(TASK BRIEF):
Gather, from the listing beneath this task, every line holding the string "played".

+ + + + + + +

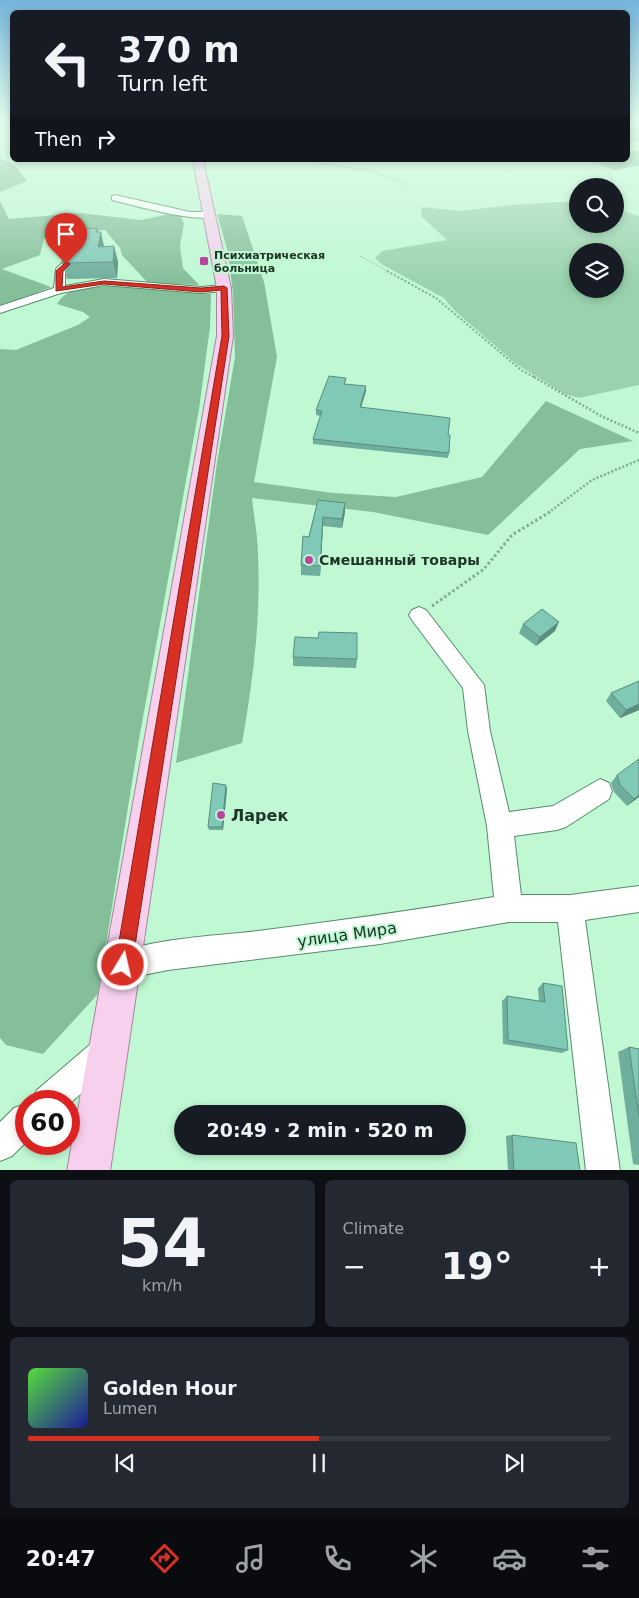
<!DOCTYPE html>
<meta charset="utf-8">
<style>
:root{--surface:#171b24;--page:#242831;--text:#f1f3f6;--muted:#9ea1a6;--line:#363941;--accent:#d93025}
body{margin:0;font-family:"DejaVu Sans",sans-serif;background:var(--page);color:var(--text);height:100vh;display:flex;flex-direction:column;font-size:19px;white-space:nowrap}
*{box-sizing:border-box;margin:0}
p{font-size:16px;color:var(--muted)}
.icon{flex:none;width:28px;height:28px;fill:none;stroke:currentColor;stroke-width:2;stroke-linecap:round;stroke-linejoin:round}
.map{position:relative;height:1170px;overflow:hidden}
.panel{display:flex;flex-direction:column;gap:10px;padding:10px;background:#0d0f14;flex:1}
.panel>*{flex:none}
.banner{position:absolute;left:10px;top:10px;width:620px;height:152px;border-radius:8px;box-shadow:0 2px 8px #0003;background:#171b24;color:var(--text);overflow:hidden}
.fabs{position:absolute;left:569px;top:178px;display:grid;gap:10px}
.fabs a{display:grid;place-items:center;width:55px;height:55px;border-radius:50%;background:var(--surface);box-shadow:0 2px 8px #0003;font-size:25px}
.speed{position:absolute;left:15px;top:1090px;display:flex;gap:10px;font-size:25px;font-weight:700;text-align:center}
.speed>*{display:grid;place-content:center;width:65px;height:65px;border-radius:50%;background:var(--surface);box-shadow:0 2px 8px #0003;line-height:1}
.speed .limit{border:8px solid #d22;background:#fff;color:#111}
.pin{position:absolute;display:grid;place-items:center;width:42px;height:42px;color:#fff;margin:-51px -21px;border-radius:50% 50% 50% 0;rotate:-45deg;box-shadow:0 0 5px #0007}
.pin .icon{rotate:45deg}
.me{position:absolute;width:55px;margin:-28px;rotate:9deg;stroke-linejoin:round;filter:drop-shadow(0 0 4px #0008)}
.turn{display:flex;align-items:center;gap:18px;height:105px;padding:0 25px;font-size:22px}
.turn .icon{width:65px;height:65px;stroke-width:2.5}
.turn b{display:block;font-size:35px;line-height:42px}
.then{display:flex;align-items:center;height:48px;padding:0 25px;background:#0003;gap:10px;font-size:19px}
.big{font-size:38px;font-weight:700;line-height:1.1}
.panel .tile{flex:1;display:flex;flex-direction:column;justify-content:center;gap:8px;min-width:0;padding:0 18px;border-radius:8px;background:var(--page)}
.panel .dial{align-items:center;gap:0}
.dial b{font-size:65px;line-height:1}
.song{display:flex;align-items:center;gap:15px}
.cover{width:60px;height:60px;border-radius:8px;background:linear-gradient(135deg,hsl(110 70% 55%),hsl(240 70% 35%))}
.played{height:5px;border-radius:2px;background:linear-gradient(90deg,var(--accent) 50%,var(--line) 50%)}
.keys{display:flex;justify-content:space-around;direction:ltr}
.heat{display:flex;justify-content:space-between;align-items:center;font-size:28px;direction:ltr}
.panel .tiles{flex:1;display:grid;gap:10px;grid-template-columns:1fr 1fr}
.tile:last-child{grid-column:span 2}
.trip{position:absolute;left:174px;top:1105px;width:292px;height:50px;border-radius:25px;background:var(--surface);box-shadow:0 2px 8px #0003;font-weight:700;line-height:50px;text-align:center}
.menu{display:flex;height:80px;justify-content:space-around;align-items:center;background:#090b0e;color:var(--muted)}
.menu .icon{width:35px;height:35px}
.menu .on{color:var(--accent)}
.menu b{font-size:22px;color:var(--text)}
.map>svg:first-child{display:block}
</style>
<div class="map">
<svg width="639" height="1171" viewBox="0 0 639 1171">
<rect width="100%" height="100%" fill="#bff8d3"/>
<path fill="#99d2ad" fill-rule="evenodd" d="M577 201 578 224H615V209L639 216V385L579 398 565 394 516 364 455 311 444 298 383 265 375 258 382 251 447 240 421 216 422 207 461 211 512 205ZM578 251H615V289H578Z"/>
<path fill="#84bf9a" d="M628 121H639V143L628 139Z
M639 151V166H637L614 170 591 160H628V152Z
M0 158 15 166 27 181 0 192Z
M0 201 9 219 80 213 141 220 179 212 184 224 180 246 183 268 199 285 148 283 122 255 120 248 105 230 65 232 44 239 40 255 2 269 51 287 0 307Z
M217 214 242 216 264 282 277 357 254 482 333 493 396 497 482 477 546 401 633 441 580 449 488 535 373 512 252 498C254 517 258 537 258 556 261 618 253 682 242 743L176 763 217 463 235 357 233 293 228 252Z
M111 286 211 294 210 327 199 409 138 745 98 994 43 1054 6 1045 0 1038V349L16 350 78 325 90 317 83 312 57 304C68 285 91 288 111 286Z"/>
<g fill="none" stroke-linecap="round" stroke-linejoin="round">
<g stroke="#568c6b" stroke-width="2">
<path id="minor" d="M7 121H12V123L8 125 11 129 8 131 1 125Z
M115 195 190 212H209L214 215C201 225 130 204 112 200V196Z
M82 252 86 253V257L65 272V286L104 279 201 287 224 285 229 288 224 291 201 293 104 285 61 293 0 313V306L54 288 56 269 63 262Z
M419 607 426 610 484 685 490 731 509 812 553 806 600 779 609 783 612 791 609 799 566 827 557 830 514 836 521 895H570L639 886V912L585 920 620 1171H586L558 922H509L380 944 168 970 123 979 113 975 109 965 113 955C154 938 214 936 258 931 337 921 416 910 494 897L487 826 468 731 463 688 412 620 409 615 412 610Z
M104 1038 115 1042 119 1053 115 1064 69 1104V1101H32L37 1090 93 1042Z
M26 1104V1142L12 1156 0 1161V1122L14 1108Z"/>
</g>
<g stroke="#a885a0" stroke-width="2">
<path id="major" d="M193 160H203L231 288 233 336 110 1171H67L217 336V288Z"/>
</g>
<path stroke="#80ac90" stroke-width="1" stroke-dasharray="1 1" stroke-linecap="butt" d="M301 160 371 171 408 185
M587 160 607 168 612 179 608 186
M615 208 618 211
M360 256 389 272"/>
<path stroke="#80ac90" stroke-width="2" stroke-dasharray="2 2" stroke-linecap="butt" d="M387 271 436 298 521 370 536 378"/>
<path stroke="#80ac90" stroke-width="2.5" stroke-dasharray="2 2" stroke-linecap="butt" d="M534 377 601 416 639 433
M548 513 592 480 639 460"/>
<path stroke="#80ac90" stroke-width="3" stroke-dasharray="2.5 2.5" stroke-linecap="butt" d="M432 606 484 569 512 535 550 512"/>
<use href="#minor" fill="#fff" fill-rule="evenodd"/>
<use href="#major" fill="#f7d0ed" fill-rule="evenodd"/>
</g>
<path fill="#6fad9d" d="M97 228 104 247 118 261 117 278 67 279 62 263 69 253 66 241Z
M346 378 345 384 366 391 361 407 448 435 449 453 448 458 313 444V439L320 416 316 415V410Z
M318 500 345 512 342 528 323 526 320 576 301 575V565Z
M523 624 555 631 536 646 519 633Z
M293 657 357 659 356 668 293 666Z
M639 681V710L620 718 606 701 611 693Z
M617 775 639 797 627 806 614 792 611 783Z
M227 789 223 830H209L208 827Z
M543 983 568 1050 562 1053 503 1044 502 1001 507 996 539 1001 538 988Z
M629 1047 639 1049V1165L633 1164 618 1052Z
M512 1135 580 1171H508L506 1136Z"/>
<path fill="#5a8d80" d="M97 228 99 239 101 232 104 246 98 247 96 232Z
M79 235 82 250 70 256 66 241Z
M114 246 118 261 117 278 113 262Z
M366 386V391L360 411V407Z
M345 503V512L342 528V519Z
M323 517V526L320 576V566Z
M559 622 555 631 536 646 540 637Z
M639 704V710L620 718 626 710Z
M226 785 227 789 223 830 222 827Z
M639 795V797L627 806 634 799Z"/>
<path fill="#81c9b7" stroke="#5a8d80" d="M97 228 96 232H101L98 247 114 246 113 262 62 263 63 258 84 242V237L79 235 66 241 68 230Z
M329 376 346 378 344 384 366 386 360 407 450 418 448 435H450L449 453 313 439 322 411 316 410Z
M318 500 345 503 342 519 323 517 320 566 301 565 303 536 309 537Z
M542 609 559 622 540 637 523 624Z
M319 632 357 633V659L293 657 295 637 318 638Z
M639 681V704L626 710 611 693Z
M639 759V795L634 799 620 785 617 775Z
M213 783 226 785 222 827H208Z
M543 983 562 986 568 1050 508 1040 507 996 545 1002Z
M629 1047 639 1049V1117Z
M512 1135 576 1143 580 1171H514Z"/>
<linearGradient id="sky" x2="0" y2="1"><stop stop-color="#74b4db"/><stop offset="0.43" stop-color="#e2fceb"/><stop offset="1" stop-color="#e2fceb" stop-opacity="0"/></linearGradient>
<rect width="639" height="284" fill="url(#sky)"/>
<path fill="#d93025" stroke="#8d1f18" d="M66 262 70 264 63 271 62 287 104 281 201 288 224 286 227 288 229 336 132 965 129 972 123 974 117 972 115 965 222 336 221 290 201 292 104 284 56 291V271Z"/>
<g fill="#b745a0" stroke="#bff8d3" stroke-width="2">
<rect x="199" y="256" width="10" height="10" rx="2.5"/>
<circle cx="309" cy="560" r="5"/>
<circle cx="221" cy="815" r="5"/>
</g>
<g text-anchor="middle" stroke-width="4" stroke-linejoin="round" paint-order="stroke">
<g font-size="11" font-weight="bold" fill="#203628" stroke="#bff8d3" text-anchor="start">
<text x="214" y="259">Психиатрическая<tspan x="214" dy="13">больница</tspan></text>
</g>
<g font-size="14" font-weight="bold" fill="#203628" stroke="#bff8d3" text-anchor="start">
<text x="319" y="565">Смешанный товары</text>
</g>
<g font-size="16" font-weight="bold" fill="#203628" stroke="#bff8d3" text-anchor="start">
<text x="231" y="821">Ларек</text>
</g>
<g font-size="16" fill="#203628" stroke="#bff8d3">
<text transform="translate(347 934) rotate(-8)" y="6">улица Мира</text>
</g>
</g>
</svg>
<div class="fabs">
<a><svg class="icon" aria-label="search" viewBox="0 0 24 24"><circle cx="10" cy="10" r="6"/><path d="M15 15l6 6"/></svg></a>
<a><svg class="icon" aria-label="layers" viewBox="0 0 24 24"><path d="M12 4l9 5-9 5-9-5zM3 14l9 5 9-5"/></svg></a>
</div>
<div class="speed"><div class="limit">60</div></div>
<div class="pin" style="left:66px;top:264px;background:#d93025"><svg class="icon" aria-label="arrive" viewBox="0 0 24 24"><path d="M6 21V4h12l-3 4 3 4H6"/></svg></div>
<svg class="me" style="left:123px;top:965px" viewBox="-20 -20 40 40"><circle r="17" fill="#d93025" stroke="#fff" stroke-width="3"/><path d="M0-11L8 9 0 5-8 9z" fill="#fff"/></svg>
<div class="trip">20:49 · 2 min · 520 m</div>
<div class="banner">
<div class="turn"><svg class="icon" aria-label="left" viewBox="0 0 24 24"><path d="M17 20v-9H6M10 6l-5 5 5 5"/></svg><div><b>370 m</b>Turn left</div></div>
<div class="then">Then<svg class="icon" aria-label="right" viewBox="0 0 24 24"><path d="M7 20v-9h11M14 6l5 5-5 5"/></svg></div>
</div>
</div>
<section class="panel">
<div class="tiles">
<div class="tile dial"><b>54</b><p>km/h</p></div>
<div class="tile"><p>Climate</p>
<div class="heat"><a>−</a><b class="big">19°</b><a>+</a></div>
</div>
<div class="tile">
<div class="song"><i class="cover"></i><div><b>Golden Hour</b><p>Lumen</p></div></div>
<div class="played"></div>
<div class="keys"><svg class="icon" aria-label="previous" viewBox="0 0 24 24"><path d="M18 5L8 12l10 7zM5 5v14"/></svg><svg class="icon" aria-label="pause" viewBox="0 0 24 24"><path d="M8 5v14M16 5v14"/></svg><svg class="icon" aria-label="next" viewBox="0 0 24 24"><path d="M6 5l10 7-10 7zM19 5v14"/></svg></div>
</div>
</div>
</section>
<nav class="menu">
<b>20:47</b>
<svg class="icon on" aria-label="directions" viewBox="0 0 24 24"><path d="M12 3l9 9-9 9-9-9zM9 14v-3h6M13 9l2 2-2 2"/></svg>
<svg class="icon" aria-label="music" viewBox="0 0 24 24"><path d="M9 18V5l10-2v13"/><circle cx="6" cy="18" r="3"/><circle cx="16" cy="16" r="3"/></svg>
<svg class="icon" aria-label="phone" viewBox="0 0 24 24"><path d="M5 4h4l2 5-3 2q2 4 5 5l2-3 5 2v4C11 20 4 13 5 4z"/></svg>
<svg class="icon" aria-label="climate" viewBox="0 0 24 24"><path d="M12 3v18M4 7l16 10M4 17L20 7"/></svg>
<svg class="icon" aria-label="car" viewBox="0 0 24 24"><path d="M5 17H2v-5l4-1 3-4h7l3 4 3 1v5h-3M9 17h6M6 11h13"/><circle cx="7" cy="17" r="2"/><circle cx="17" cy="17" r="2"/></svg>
<svg class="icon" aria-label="filters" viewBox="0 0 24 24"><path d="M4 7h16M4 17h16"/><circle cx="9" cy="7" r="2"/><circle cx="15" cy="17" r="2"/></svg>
</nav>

+ + + + + + +

(TASK ANSWER):
.played{height:5px;border-radius:2px;background:linear-gradient(90deg,var(--accent) 50%,var(--line) 50%)}
<div class="played"></div>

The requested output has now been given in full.